■ PROBLEM STATEMENT ■
Where a line below holds the string "Meyer", copy that line.

----- TASK MATERIAL

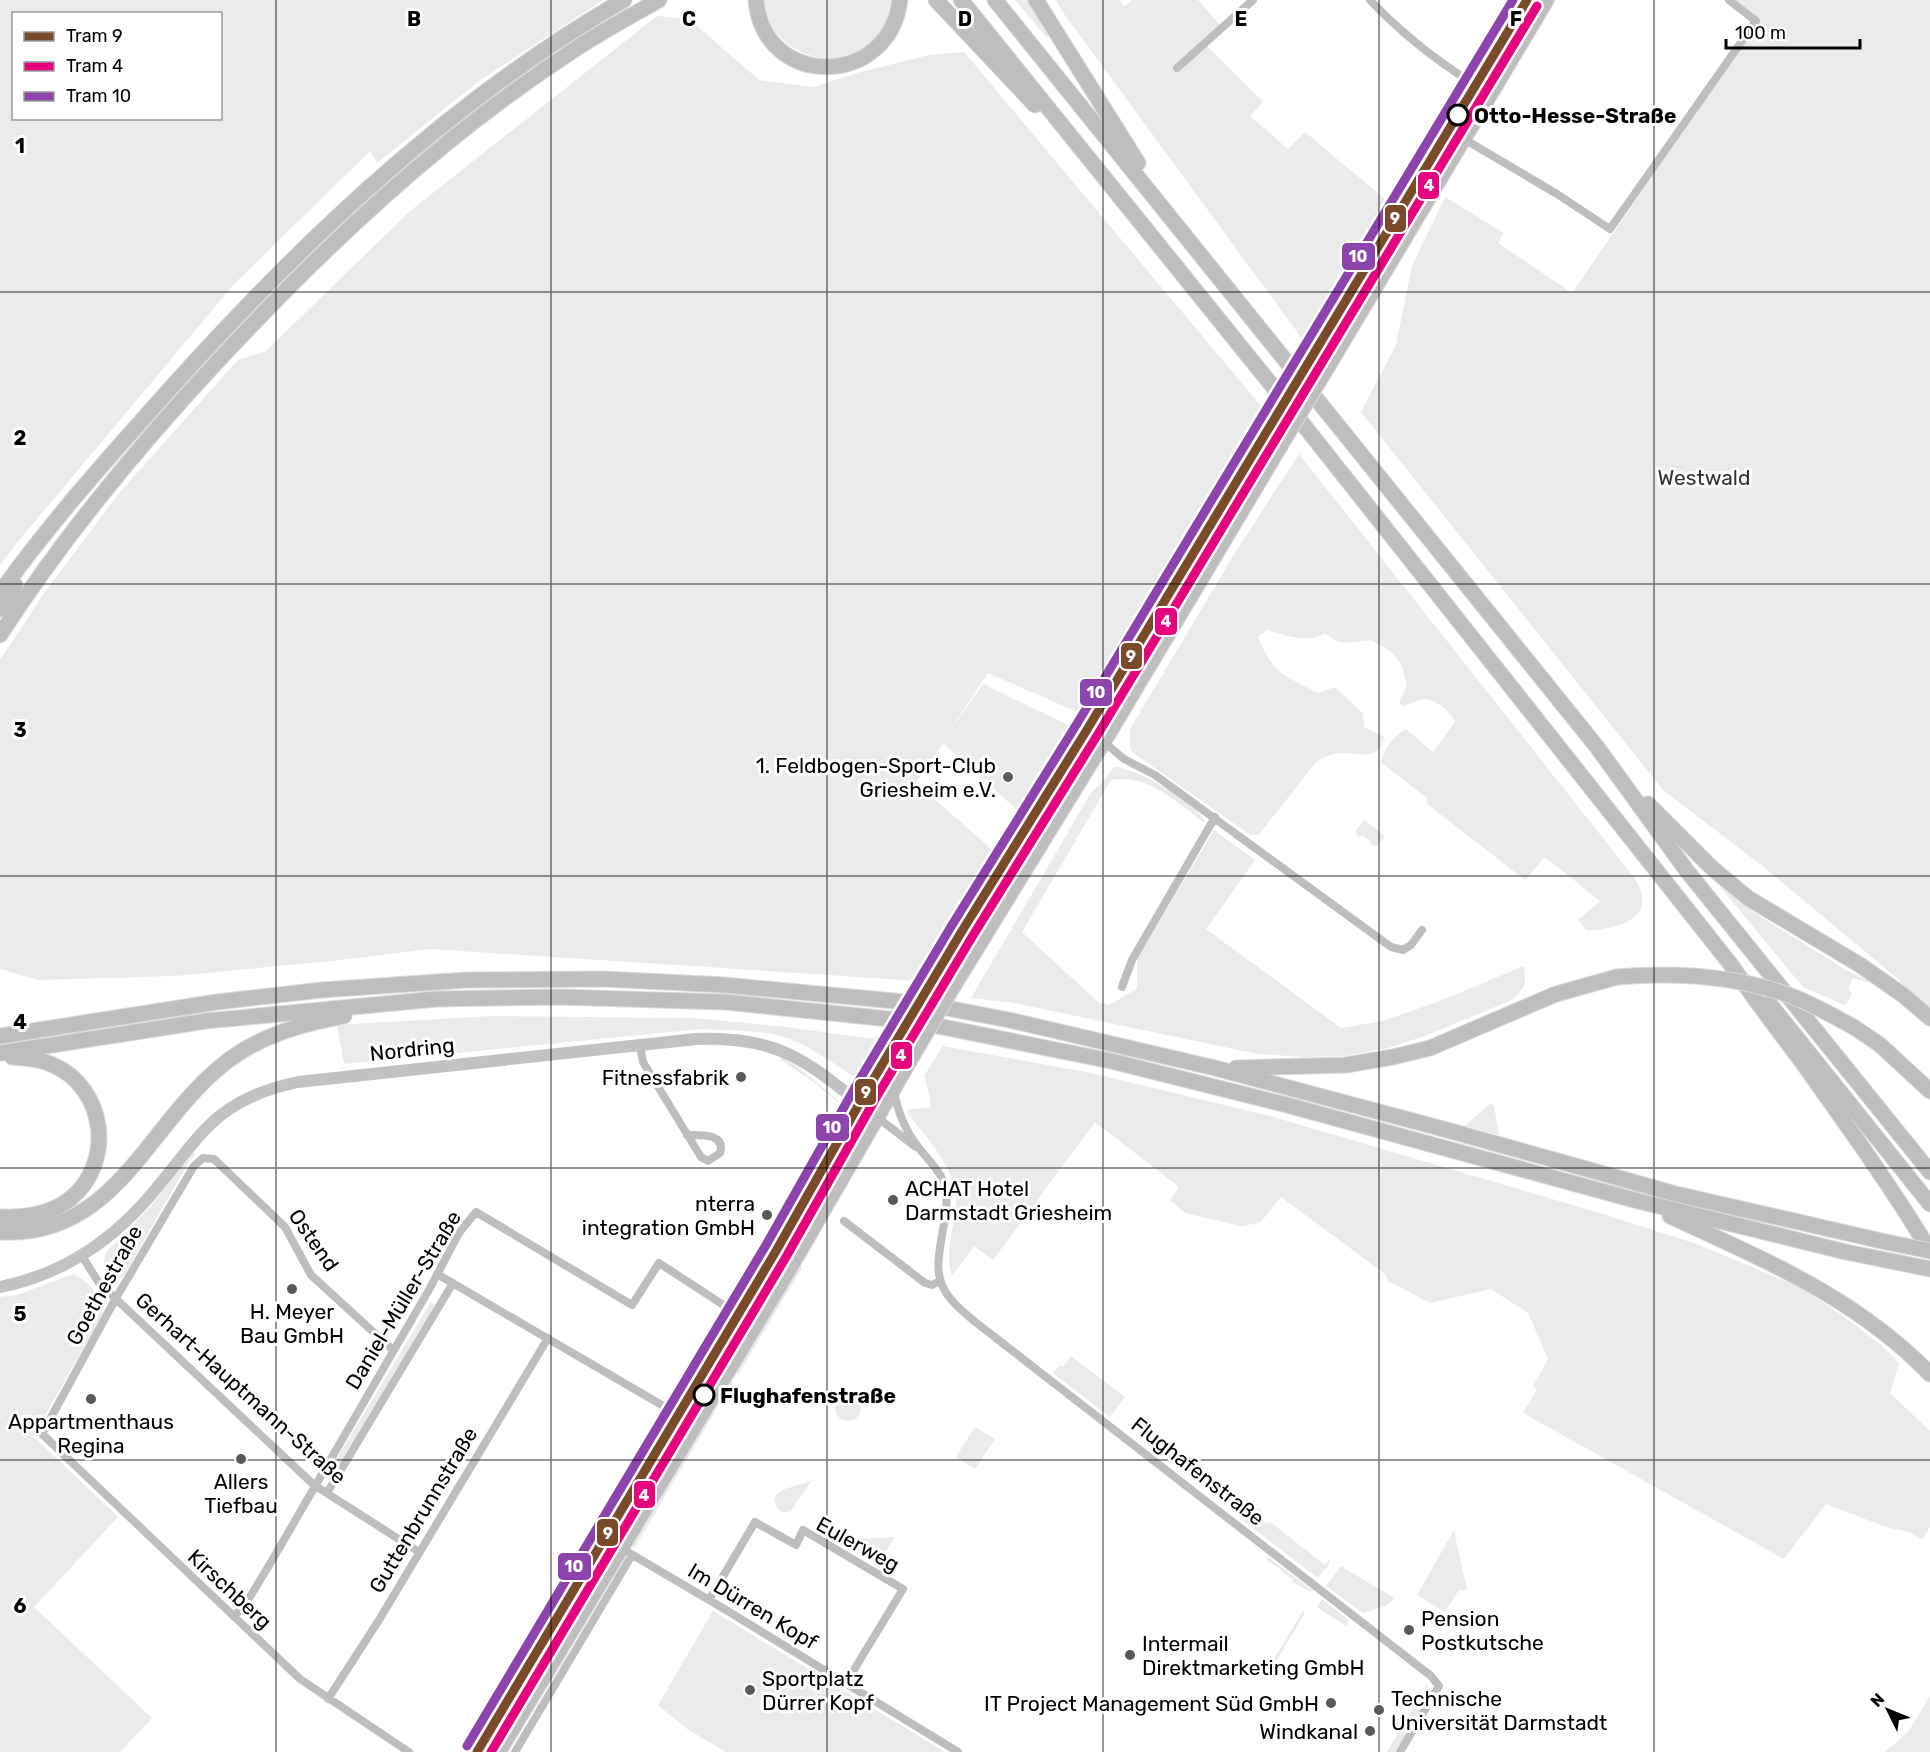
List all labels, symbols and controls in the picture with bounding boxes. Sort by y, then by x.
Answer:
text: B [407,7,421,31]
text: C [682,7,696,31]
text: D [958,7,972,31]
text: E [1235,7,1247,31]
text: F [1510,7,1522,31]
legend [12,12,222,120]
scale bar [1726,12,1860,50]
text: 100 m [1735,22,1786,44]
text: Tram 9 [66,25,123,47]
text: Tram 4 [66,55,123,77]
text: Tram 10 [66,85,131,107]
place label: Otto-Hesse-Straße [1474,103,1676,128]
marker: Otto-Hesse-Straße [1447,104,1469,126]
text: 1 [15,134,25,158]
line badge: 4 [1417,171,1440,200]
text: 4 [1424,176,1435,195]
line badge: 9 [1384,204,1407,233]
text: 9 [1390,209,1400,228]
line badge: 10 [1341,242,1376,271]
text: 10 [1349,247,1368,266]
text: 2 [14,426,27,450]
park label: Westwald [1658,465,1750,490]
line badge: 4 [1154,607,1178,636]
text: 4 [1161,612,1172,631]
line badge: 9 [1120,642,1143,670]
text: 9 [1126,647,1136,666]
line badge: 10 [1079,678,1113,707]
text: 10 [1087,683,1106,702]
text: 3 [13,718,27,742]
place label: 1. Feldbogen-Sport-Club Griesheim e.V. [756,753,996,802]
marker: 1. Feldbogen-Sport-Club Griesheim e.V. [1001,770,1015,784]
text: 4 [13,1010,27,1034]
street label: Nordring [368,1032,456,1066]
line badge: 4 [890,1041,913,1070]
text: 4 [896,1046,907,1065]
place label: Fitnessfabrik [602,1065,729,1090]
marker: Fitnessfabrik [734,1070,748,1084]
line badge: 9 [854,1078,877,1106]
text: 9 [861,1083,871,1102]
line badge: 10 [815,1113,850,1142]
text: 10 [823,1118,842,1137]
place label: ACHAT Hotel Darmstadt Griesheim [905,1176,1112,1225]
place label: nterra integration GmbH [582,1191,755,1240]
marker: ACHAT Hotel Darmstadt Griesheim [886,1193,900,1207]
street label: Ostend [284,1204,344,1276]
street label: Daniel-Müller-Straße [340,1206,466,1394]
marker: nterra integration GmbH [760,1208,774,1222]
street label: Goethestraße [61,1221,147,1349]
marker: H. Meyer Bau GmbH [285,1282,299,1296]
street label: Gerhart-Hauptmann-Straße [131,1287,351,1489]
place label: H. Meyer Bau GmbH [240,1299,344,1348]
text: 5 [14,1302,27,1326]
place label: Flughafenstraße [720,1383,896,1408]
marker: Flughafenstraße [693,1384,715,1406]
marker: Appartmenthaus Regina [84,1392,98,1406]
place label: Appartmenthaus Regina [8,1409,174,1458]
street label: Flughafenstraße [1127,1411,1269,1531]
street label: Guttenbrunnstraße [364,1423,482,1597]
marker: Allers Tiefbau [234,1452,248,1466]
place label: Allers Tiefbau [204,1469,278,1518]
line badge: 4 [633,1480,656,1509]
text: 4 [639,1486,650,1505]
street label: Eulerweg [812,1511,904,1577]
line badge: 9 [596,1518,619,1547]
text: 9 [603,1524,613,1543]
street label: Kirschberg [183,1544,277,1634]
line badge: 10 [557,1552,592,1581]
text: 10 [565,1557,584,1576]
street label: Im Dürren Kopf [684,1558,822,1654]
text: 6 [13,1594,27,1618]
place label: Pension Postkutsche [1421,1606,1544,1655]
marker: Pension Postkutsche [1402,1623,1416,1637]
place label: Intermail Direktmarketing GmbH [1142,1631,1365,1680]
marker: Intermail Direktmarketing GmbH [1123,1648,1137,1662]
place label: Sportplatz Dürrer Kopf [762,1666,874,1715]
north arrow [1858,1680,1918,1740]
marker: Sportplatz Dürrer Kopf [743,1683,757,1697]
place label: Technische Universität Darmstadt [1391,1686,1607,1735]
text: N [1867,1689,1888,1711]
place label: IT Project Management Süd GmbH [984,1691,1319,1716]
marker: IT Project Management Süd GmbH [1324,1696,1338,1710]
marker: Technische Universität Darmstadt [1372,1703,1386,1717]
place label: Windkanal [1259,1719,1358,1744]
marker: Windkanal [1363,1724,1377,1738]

----------

■ SOLUTION TO THE PROBLEM ■
marker: H. Meyer Bau GmbH [285,1282,299,1296]
place label: H. Meyer Bau GmbH [240,1299,344,1348]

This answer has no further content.